The field of chemistry in which I work is called biochemistry. Biology and chemistry are very closely linked. Although it's a vast discipline, for me chemistry is the study of the properties of matter down to the atomic scale and the effects of their interactions with each other. It is the various chemical reactions that enable the biological system to function. I work in Prof. Marc Fontecave's Chemistry of Biological Processes Laboratory in the RNA Modification Enzymes team, which focuses on these biochemical processes. For example, a transfer RNA is an assembly of carbon, nitrogen, oxygen and hydrogen atoms. For these molecules to be created, stabilized and functional, there are various chemical processes involved, such as sulfuration, which consists in the incorporation of sulfur into certain tRNAs.

It is this sulfuration process that constitutes your research focus ?

More specifically, I'm interested in the process of enzyme-catalyzed sulfuration. An enzyme is a protein that accelerates biochemical reactions, or catalyzes them. In the mechanism I'm studying, the enzyme enables sulfuration, i.e. the incorporation of sulfur atoms into RNA. But to be fully functional, these enzymes need what we call a " cofactor ". Without it, the reaction would be less efficient, if not impossible. This intermediary, metabolized by our bodies, is made up of four iron atoms and four sulfur atoms. It is known as the [4Fe-4S] center. It is essential for the enzyme's activity, and it may be a problem with the metabolism of this cofactor that affects patients suffering from the pathologies I mentioned. This is the focus of my research. This mechanism was already studied in the years 2000, but technical progress has now enabled us to pinpoint how it works.

How do you organize your day-to-day work ?

My work involves reproducing the tRNA maturation process. First of all, there's the cultivation of the bacteria I'll be working on. They are genetically modified to be able to synthesize the enzyme we need in large quantities. Then, I extract the proteins I'm interested in using a sonication process. Ultrasound projected by a probe creates a pressure that bursts the walls of the bacteria. After purification to eliminate undesirable proteins, everything takes place in a " glove box ". This is a chamber that isolates the proteins from the ambient air, where I then incorporate the cofactor [4Fe-4S] into the protein, as it is sensitive to oxygen and degrades on contact. The final step is to test the functioning of this assembled unit. To do this, I incubate the unmodified tRNAs with the enzyme I've just created in vitro , in the presence of the other necessary cofactors. If this enzyme unit is functional, there will be the presence of sulfur within the tRNA, which can be detected by various characterization techniques.
And of course... reading articles and talking with my thesis supervisor, Dr. Béatrice Golinelli, as well as with other researchers, are a real source of inspiration for moving forward with projects.
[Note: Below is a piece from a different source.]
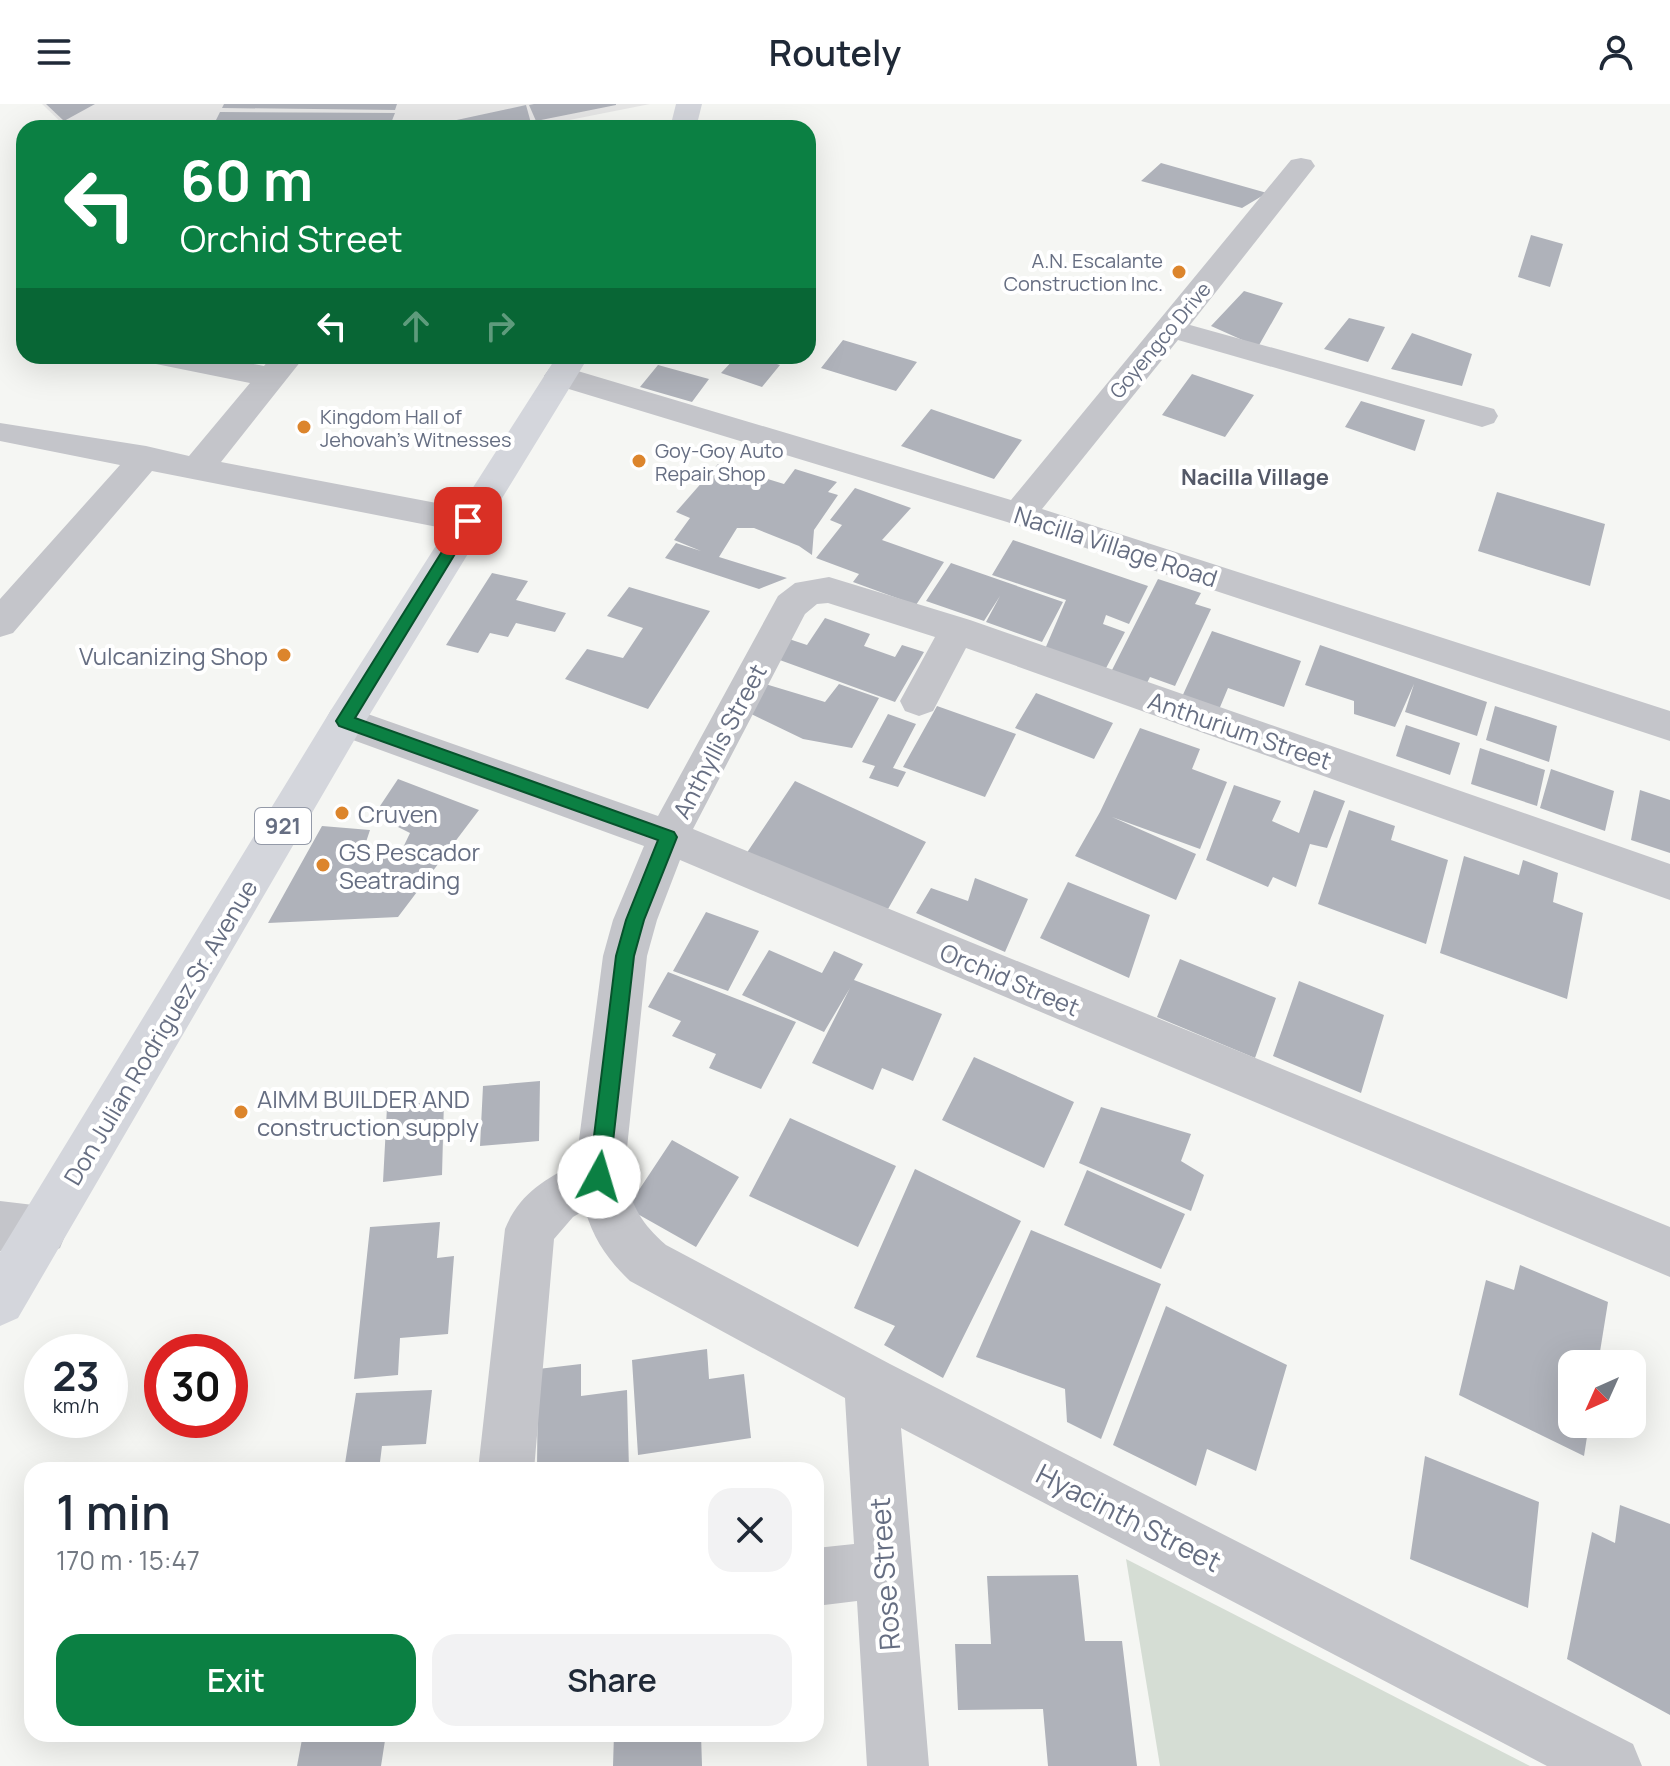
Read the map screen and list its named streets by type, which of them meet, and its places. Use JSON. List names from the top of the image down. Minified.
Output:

Can this research have a direct application ?

Some tRNA-related health problems are due to a deficiency in sulfur metabolism. For example, one of the only treatments currently available involves external supplementation with L-cysteine, the main sulfur donor in cells. This only alleviates symptoms, it's not curative. If we can understand how these mechanisms work at the molecular level, it could open the door to more effective treatments in the future. We could imagine reactivating sulphur tRNA synthesis in patients in whom it doesn't work. But all this is still a long way from practical application, and we're only at the basic research stage.
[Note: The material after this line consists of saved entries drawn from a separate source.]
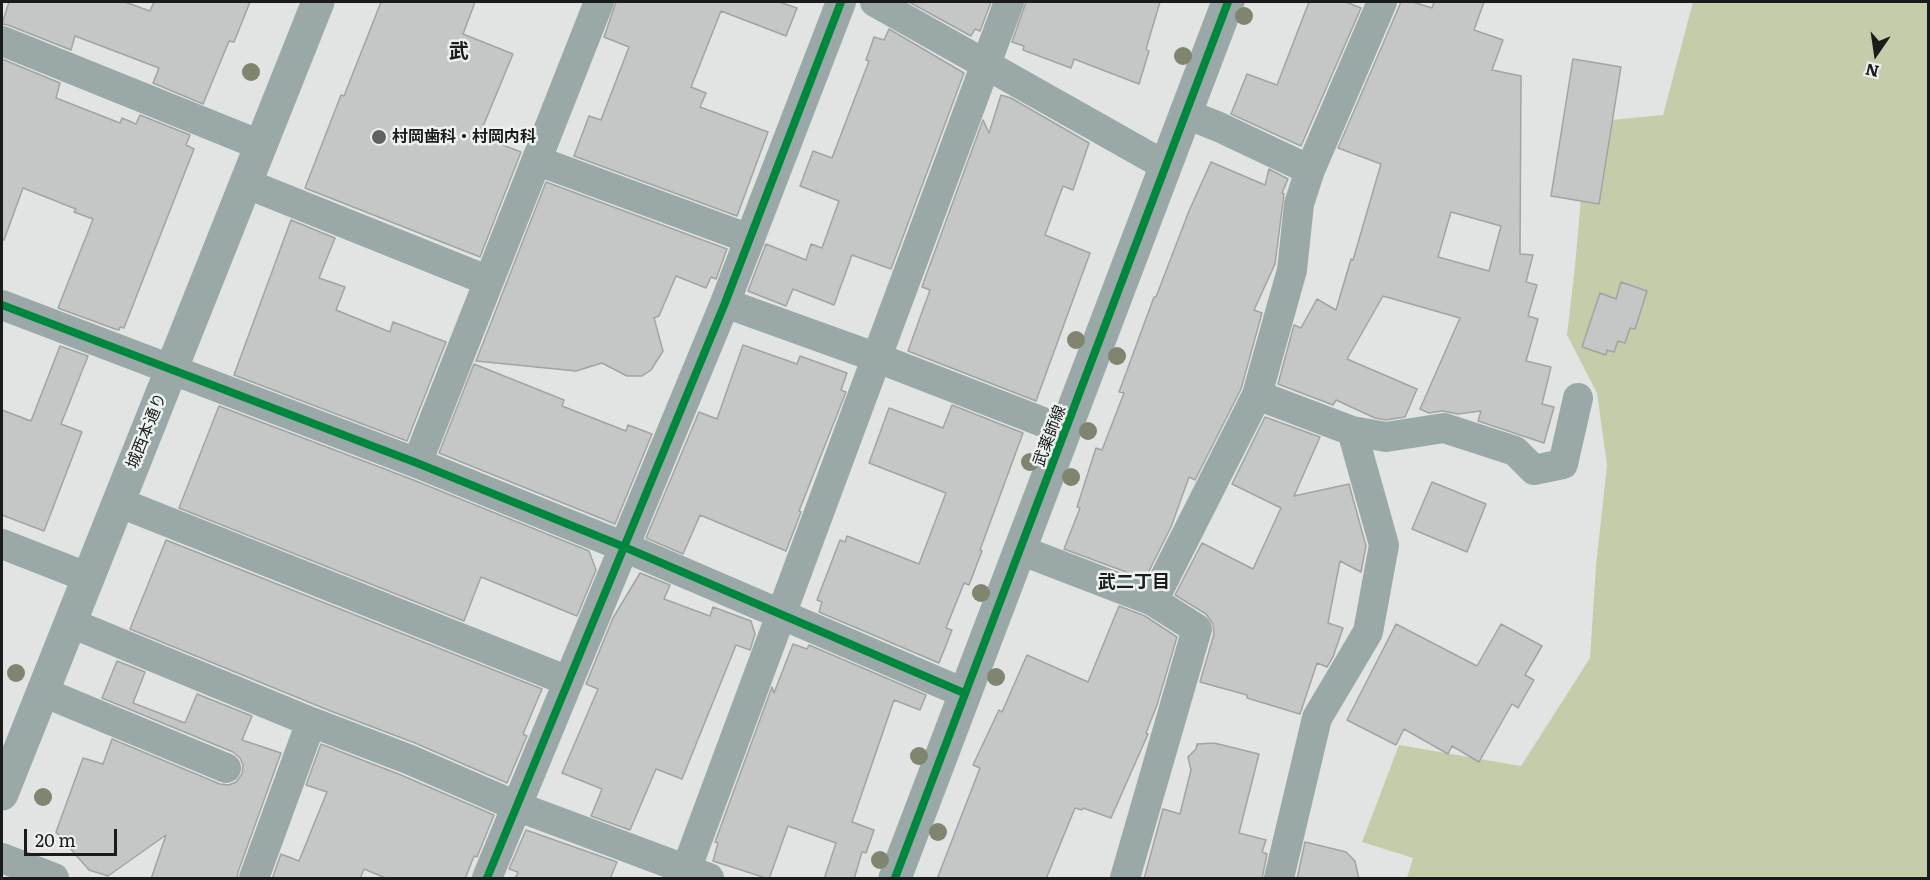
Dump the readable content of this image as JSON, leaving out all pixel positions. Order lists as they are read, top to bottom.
{
  "streets": {
    "street": ["城西本通り", "武薬師線"]
  },
  "districts": ["武", "武二丁目"],
  "places": ["村岡歯科・村岡内科"],
  "scale_bar": "20 m",
  "north": "bottom"
}
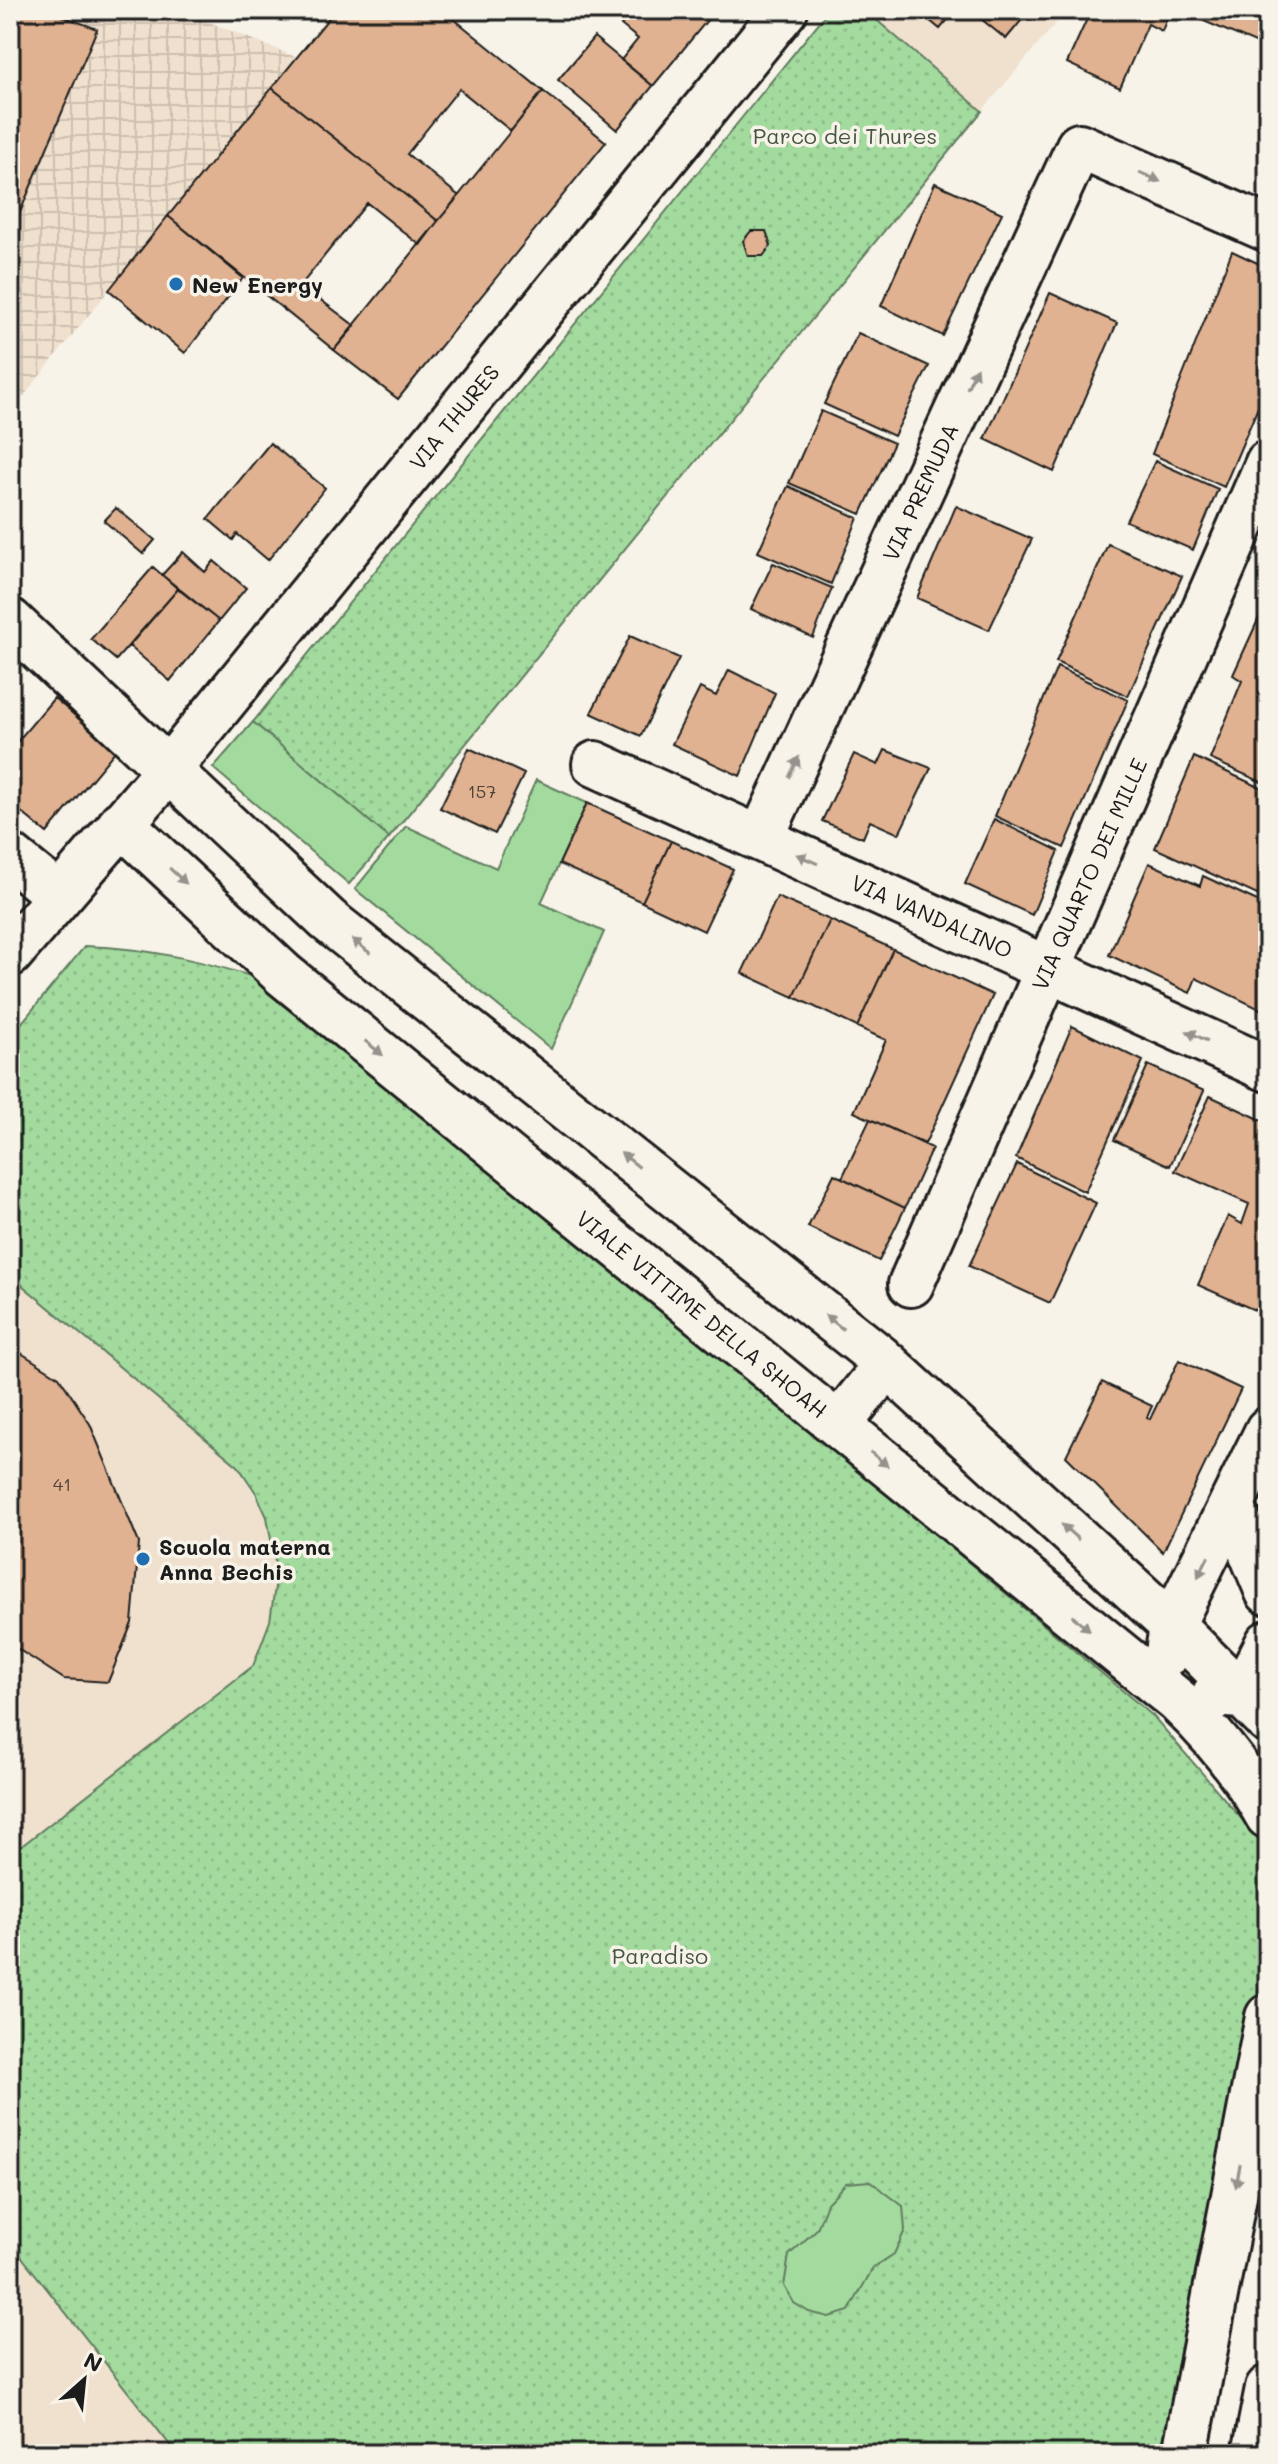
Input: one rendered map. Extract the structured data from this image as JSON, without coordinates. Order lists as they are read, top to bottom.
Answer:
{
  "streets": {
    "street": [
      "VIA THURES",
      "VIA PREMUDA",
      "VIA QUARTO DEI MILLE",
      "VIA VANDALINO",
      "VIALE VITTIME DELLA SHOAH"
    ]
  },
  "crossings": [
    ["VIA THURES", "VIALE VITTIME DELLA SHOAH"],
    ["VIA PREMUDA", "VIA VANDALINO"],
    ["VIA QUARTO DEI MILLE", "VIA VANDALINO"]
  ],
  "one_way": ["VIA PREMUDA"],
  "parks": ["Parco dei Thures", "Paradiso"],
  "places": ["New Energy", "Scuola materna Anna Bechis"],
  "house_numbers": ["157", "41"],
  "north": "top right"
}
How did you become interested in these issues ?

Like many researchers, it was by chance. After my literary baccalaureate in China, I came to France. I wanted to learn French and discover European art. I settled in Reims, with the aim of studying oenology. You could say I was taken in by the wine culture that surrounded me ! These are highly technical studies, with a lot of emphasis on chemistry. That's how I got started in microbiology and biochemistry. During my bachelor's degree, we had a lecture on enzymology, which I really enjoyed because of its rationality. I was fascinated by the efficiency of natural enzymes compared with those produced by man. So I went on to study biochemistry, culminating in a Master's degree in Pharmaceutical Sciences, for which my 2 internship was with Dr Béatrice Golinelli at the Collège de France.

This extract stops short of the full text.